I was in pure agony!  More than once I declared I wanted to chop the whole arm off. Since I was in such misery, I went to lots of doctors’ appointments in search of answers.  I finally found a doctor that would remove the cyst.  However, he first sent me to be tested for carpel tunnel syndrome, because he was concerned I had pain when I shouldn’t have had any. The doctor reasoned, “Why not take care of both issues in one surgery?”

The test was a shocking experience, literally.  Involving electrodes and wires, and an eye-roller comedian of a doctor.   It was determined with one jolt; I indeed had carpel tunnel syndrome, but he had to finish the testing process. The doctor did confirm my suspicion that cold temperatures aggravated the carpel tunnel syndrome.  He also said something that I didn’t want to hear.  I likely have carpel tunnel in my left wrist, too.   He didn’t test the left wrist, because it wasn’t prescribed.  I will cross that bridge if it comes.

After receiving an official diagnoses’ of having carpel tunnel syndrome; it felt like everything went into hyper drive! The last few preoperative appointments flew by, and bang; I had a date scheduled for the surgery.  Exactly one week before the operation, it dawned on me that I wouldn’t have any way to communicate with new personal assistants (PA’s) should there arise an occasion where we needed fill in staff.  So, I quickly contacted my speech pathologist and told her my concern, and she set me up with an alphabet eye gaze board, and a stack of blank grids to fill in my own communication needs. She would have helped me more if I had given her more time.
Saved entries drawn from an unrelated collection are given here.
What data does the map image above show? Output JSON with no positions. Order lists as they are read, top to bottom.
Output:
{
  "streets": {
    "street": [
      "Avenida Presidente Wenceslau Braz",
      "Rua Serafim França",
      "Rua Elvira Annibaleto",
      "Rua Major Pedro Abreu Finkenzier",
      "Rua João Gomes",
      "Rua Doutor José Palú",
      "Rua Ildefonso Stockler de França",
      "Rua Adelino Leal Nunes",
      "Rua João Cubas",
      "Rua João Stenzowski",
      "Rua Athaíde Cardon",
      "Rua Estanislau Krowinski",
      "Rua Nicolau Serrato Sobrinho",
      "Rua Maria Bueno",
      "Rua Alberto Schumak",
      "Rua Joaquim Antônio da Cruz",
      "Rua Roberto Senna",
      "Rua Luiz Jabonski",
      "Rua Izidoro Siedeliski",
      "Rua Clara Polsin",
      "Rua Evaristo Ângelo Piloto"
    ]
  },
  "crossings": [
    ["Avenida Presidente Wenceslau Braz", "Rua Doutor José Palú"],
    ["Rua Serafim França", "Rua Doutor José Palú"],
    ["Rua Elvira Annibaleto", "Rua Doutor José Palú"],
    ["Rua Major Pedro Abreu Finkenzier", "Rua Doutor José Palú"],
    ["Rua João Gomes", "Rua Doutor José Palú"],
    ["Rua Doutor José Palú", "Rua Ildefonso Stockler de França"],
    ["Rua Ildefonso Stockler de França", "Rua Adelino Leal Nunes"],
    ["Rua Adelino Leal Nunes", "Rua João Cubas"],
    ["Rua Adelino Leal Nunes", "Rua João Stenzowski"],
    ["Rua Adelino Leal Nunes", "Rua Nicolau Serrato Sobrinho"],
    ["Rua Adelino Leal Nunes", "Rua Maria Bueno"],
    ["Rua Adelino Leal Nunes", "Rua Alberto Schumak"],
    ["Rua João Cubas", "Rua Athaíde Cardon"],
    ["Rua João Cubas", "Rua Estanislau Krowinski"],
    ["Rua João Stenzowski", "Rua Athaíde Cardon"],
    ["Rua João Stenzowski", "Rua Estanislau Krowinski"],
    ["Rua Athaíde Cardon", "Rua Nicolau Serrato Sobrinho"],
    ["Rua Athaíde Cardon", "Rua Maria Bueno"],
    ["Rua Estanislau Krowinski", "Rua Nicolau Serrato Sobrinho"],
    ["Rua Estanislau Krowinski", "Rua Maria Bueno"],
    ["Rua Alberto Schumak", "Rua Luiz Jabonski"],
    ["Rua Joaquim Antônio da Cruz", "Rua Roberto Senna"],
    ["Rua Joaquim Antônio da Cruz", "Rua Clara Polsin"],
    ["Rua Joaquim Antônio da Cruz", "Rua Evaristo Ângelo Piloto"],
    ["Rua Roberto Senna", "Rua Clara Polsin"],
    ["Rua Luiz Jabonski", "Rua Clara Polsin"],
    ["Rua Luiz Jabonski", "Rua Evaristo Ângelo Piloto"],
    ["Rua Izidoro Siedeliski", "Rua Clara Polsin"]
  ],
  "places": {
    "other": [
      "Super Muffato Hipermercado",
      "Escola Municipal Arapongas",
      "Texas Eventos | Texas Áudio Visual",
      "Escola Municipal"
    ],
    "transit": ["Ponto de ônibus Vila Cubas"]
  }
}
Note to all AAC Users: If you are scheduled for an operation that will put you in a position where you cannot access your AAC device; make an appointment with your speech pathologist.  Come up with a sure way to get your thoughts out while you are healing!  My PA’s were not motivated to help me create a new communication system, since they mostly could understand my speech!

handbefore

My hand before the surgery,

Another angle

See the lump?

June 14th dawned despite my misgivings.  The doctor’s confidence that he could help me, gave me hope.  Even so, I was second guessing needing this surgery all the while they were prepping me for the surgery. For every protest I had, my sister kept reminding me how miserable I was November through January, and that I did not want to go through another season in pain!  I couldn’t argue that point.

The operation went smoothly.  It lasted all of four minutes.  My sister didn’t even have time to settle down in the waiting room before they were calling her back.  I was relieved the surgical team saw no need for a breathing tube during the surgery.  My recovery time was so much easier without it.  I was on my way home within two hours.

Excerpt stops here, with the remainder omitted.